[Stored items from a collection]
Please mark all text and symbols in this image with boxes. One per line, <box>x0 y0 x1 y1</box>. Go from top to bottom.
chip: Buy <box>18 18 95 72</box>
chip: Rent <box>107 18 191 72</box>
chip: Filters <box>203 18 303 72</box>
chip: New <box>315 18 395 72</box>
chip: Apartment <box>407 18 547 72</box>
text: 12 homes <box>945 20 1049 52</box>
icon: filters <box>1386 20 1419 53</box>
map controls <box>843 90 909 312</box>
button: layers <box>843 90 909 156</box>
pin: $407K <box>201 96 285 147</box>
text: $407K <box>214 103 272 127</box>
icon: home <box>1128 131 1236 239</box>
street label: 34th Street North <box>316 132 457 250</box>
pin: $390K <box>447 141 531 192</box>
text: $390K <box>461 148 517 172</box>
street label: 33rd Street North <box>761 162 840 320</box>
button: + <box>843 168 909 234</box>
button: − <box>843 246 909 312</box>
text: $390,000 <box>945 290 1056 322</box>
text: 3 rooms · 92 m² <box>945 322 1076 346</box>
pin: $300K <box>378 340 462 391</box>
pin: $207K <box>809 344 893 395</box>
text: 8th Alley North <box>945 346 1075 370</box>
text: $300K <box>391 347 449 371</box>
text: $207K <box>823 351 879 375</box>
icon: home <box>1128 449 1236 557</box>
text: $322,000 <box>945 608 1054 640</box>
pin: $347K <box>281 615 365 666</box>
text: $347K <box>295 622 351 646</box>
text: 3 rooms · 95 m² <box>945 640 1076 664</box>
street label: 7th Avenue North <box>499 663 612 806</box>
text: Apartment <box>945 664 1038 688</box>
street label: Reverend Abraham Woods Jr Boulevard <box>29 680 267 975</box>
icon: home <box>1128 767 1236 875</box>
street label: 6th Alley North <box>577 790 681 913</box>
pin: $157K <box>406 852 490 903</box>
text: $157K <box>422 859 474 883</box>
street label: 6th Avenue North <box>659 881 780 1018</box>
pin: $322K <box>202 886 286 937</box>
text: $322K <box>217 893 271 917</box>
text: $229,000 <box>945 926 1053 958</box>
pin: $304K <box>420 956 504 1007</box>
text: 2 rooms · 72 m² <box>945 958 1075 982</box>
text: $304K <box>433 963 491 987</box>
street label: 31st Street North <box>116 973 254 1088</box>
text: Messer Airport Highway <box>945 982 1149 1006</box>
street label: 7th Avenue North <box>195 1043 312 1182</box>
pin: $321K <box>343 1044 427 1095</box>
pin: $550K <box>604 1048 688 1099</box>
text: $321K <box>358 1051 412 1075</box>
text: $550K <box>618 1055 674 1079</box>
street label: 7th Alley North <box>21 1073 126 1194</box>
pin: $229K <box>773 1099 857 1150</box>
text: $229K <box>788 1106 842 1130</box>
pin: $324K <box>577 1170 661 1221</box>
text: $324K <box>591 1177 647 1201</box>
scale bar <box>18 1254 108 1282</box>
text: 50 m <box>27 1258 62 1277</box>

### [EXERCISE BRIEF]
Your answer must be an exact copy of every record.

### [WRITTEN SOLUTION]
Please mark all text and symbols in this image with boxes. One per line, <box>x0 y0 x1 y1</box>. Go from top to bottom.
chip: Buy <box>18 18 95 72</box>
chip: Rent <box>107 18 191 72</box>
chip: Filters <box>203 18 303 72</box>
chip: New <box>315 18 395 72</box>
chip: Apartment <box>407 18 547 72</box>
text: 12 homes <box>945 20 1049 52</box>
icon: filters <box>1386 20 1419 53</box>
map controls <box>843 90 909 312</box>
button: layers <box>843 90 909 156</box>
pin: $407K <box>201 96 285 147</box>
text: $407K <box>214 103 272 127</box>
icon: home <box>1128 131 1236 239</box>
street label: 34th Street North <box>316 132 457 250</box>
pin: $390K <box>447 141 531 192</box>
text: $390K <box>461 148 517 172</box>
street label: 33rd Street North <box>761 162 840 320</box>
button: + <box>843 168 909 234</box>
button: − <box>843 246 909 312</box>
text: $390,000 <box>945 290 1056 322</box>
text: 3 rooms · 92 m² <box>945 322 1076 346</box>
pin: $300K <box>378 340 462 391</box>
pin: $207K <box>809 344 893 395</box>
text: 8th Alley North <box>945 346 1075 370</box>
text: $300K <box>391 347 449 371</box>
text: $207K <box>823 351 879 375</box>
icon: home <box>1128 449 1236 557</box>
text: $322,000 <box>945 608 1054 640</box>
pin: $347K <box>281 615 365 666</box>
text: $347K <box>295 622 351 646</box>
text: 3 rooms · 95 m² <box>945 640 1076 664</box>
street label: 7th Avenue North <box>499 663 612 806</box>
text: Apartment <box>945 664 1038 688</box>
street label: Reverend Abraham Woods Jr Boulevard <box>29 680 267 975</box>
icon: home <box>1128 767 1236 875</box>
street label: 6th Alley North <box>577 790 681 913</box>
pin: $157K <box>406 852 490 903</box>
text: $157K <box>422 859 474 883</box>
street label: 6th Avenue North <box>659 881 780 1018</box>
pin: $322K <box>202 886 286 937</box>
text: $322K <box>217 893 271 917</box>
text: $229,000 <box>945 926 1053 958</box>
pin: $304K <box>420 956 504 1007</box>
text: 2 rooms · 72 m² <box>945 958 1075 982</box>
text: $304K <box>433 963 491 987</box>
street label: 31st Street North <box>116 973 254 1088</box>
text: Messer Airport Highway <box>945 982 1149 1006</box>
street label: 7th Avenue North <box>195 1043 312 1182</box>
pin: $321K <box>343 1044 427 1095</box>
pin: $550K <box>604 1048 688 1099</box>
text: $321K <box>358 1051 412 1075</box>
text: $550K <box>618 1055 674 1079</box>
street label: 7th Alley North <box>21 1073 126 1194</box>
pin: $229K <box>773 1099 857 1150</box>
text: $229K <box>788 1106 842 1130</box>
pin: $324K <box>577 1170 661 1221</box>
text: $324K <box>591 1177 647 1201</box>
scale bar <box>18 1254 108 1282</box>
text: 50 m <box>27 1258 62 1277</box>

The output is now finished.